How to complete this task>
Output the whole listing exactly, with no pictures.

Data>

· · · · · · ·

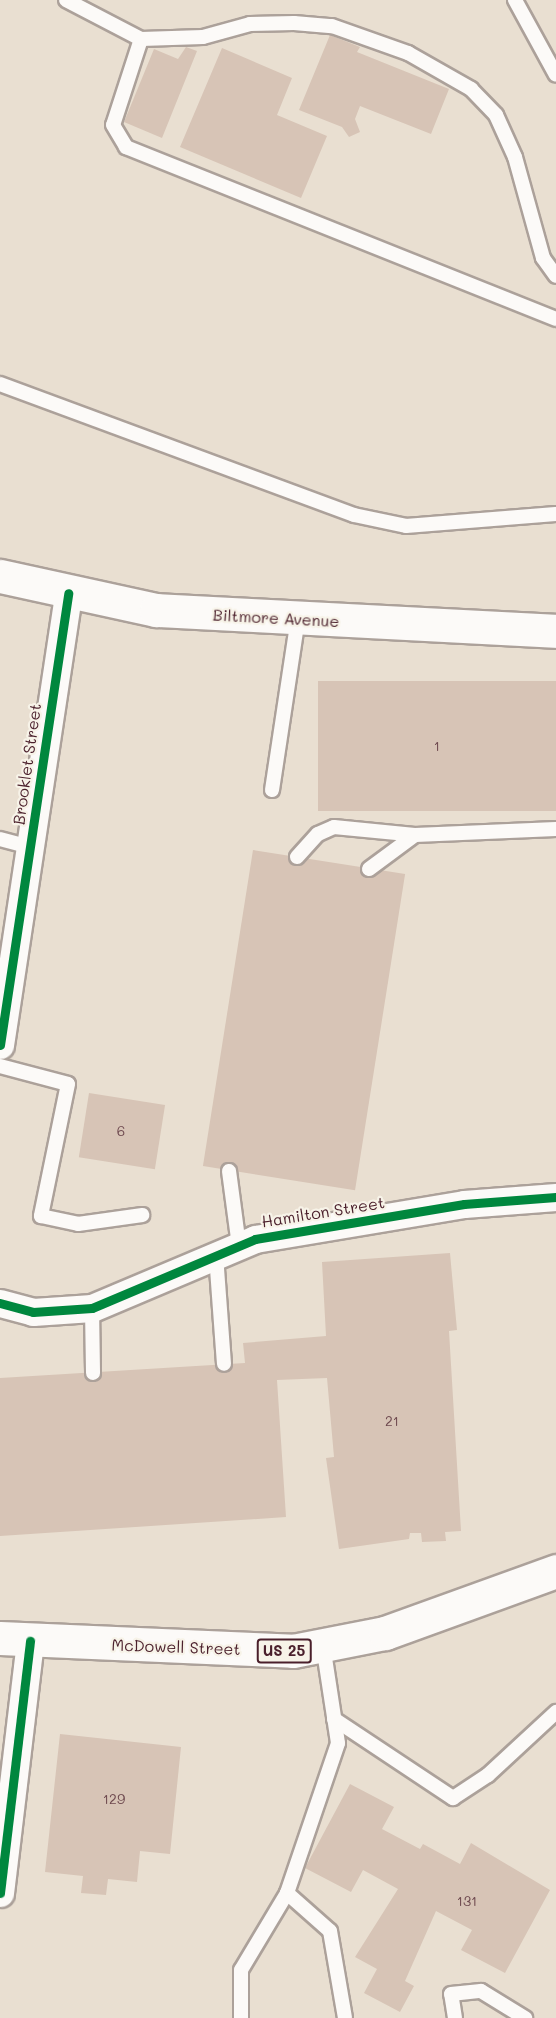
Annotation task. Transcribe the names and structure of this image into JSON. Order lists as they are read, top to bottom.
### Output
{
  "streets": {
    "main road": ["Biltmore Avenue", "McDowell Street", "US 25"],
    "street": ["Brooklet Street", "Hamilton Street"]
  },
  "crossings": [
    ["Biltmore Avenue", "Brooklet Street"]
  ],
  "house_numbers": [
    "1",
    "6",
    "21",
    "129",
    "131"
  ]
}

· · · · · · ·

Answer to this task>
Annotation task. Transcribe the names and structure of this image into JSON. Order lists as they are read, top to bottom.
### Output
{
  "streets": {
    "main road": ["Biltmore Avenue", "McDowell Street", "US 25"],
    "street": ["Brooklet Street", "Hamilton Street"]
  },
  "crossings": [
    ["Biltmore Avenue", "Brooklet Street"]
  ],
  "house_numbers": [
    "1",
    "6",
    "21",
    "129",
    "131"
  ]
}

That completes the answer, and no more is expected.